MOUDOUN : Un gâchis à 71 millions de dollars

Le Projet d’Appui à la Décentralisation et au Développement des Villes Intermédiaires Productives (MOUDOUN), financé à hauteur de 71 millions de dollars par le Gouvernement mauritanien et la Banque mondiale, devait être un levier majeur de développement local. Sur cinq ans (2020-2025), il couvrait sept villesRosso, Sélibaby, Kiffa, Aioun, Néma, Bassiknou, Adel Bagrou — ainsi que le camp de M’Berra.



Mais cinq ans plus tard, le bilan est consternant. Les réalisations sont insignifiantes, les fonds largement gaspillés, et le projet s’est transformé en une machine à décaissements sans résultats tangibles.

Après 18 mois d’inspection menée par l’IGE, le coordinateur général, Sid'Ahmed Bouceif, a finalement été démis de ses fonctions — une mesure attendue et justifiée. Cependant, réduire la responsabilité à une seule personne serait une erreur.
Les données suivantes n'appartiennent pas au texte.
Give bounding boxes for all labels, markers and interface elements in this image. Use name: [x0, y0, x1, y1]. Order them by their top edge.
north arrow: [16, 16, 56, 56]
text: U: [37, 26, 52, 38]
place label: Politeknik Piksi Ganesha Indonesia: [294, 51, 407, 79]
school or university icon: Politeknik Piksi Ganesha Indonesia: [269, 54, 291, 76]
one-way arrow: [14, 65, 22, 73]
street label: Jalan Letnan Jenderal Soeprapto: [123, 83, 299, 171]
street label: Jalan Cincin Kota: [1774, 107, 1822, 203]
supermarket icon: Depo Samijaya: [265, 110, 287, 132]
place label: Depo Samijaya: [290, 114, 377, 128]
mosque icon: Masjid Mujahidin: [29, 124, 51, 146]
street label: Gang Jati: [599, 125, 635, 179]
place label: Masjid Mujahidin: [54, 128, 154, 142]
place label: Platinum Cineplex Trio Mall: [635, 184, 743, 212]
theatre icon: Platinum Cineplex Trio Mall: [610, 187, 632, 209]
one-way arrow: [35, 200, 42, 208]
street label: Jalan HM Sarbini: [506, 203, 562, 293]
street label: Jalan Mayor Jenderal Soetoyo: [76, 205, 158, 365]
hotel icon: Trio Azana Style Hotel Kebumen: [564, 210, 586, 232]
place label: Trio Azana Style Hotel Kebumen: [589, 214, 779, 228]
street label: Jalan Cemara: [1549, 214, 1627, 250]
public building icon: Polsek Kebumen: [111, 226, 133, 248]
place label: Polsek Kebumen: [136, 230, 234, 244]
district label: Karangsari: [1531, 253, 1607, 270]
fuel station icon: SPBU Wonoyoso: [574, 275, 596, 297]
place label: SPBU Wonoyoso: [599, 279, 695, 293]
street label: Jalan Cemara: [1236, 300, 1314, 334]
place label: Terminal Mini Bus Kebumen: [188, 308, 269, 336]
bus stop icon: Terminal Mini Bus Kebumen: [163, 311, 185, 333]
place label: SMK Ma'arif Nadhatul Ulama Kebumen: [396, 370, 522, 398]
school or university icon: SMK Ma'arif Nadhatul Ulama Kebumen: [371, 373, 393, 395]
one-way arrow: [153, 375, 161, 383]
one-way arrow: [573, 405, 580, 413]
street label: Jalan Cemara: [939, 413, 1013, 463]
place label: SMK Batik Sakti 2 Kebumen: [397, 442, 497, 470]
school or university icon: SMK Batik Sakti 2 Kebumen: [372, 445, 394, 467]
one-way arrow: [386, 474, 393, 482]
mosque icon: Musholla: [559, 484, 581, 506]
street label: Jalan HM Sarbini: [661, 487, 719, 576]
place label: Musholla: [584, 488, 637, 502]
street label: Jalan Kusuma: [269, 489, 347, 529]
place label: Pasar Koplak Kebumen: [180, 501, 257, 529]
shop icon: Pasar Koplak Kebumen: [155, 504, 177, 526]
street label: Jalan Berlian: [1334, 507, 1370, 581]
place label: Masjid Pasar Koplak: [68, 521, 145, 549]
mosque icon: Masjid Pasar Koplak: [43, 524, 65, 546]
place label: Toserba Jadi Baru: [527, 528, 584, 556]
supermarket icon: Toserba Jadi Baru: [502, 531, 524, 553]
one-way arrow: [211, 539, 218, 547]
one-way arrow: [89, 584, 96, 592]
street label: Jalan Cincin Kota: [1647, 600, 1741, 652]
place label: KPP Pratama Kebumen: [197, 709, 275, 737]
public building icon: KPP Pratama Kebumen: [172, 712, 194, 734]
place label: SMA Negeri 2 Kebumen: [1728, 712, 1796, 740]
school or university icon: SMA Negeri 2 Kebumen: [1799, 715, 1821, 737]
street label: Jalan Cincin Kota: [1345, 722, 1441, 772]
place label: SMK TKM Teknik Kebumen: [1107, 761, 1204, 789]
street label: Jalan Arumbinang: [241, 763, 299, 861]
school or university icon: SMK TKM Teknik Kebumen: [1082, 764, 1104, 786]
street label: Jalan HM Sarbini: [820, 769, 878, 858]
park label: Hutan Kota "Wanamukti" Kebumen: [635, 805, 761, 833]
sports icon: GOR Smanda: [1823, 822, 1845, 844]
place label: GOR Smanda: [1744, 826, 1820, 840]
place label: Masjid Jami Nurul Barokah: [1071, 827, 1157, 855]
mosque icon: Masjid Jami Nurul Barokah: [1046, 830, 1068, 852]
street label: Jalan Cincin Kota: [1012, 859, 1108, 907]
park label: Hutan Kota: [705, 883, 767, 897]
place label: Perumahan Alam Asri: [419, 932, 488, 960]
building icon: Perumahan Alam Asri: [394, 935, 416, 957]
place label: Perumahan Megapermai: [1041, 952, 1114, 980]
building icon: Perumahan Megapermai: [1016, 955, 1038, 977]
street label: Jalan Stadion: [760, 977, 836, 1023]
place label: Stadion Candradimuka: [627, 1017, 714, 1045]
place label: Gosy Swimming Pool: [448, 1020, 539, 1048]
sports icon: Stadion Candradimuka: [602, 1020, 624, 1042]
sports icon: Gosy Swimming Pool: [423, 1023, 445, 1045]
Car derrière ce fiasco, se trouve un trio bien organisé :

  • Bouhebeyni, responsable de la passation des marchés ;

  • Saad Bouh, directeur technique ;

  • Sid Ahmed Bouceif, coordinateur général.

Ces trois hommes ont mis en place une méthode aussi cynique qu’efficace. Leur recette : fabriquer de faux besoins et recycler les fonds à travers des circuits complices.

  1. Création de fausses études : ils sollicitaient les maires pour exprimer des besoins artificiels — souvent des études sans utilité réelle — dans le seul but de débloquer les budgets. Ces études, rarement réalisées ou pertinentes, servaient de prétexte pour justifier les décaissements.

  2. Réseau de bureaux d’études et d'entreprises complaisants : les marchés étaient attribués de manière systématique aux mêmes entités. Derrière les procédures formelles, se cachent des montages où études, contrôles et travaux étaient instrumentalisés au profit direct du trio.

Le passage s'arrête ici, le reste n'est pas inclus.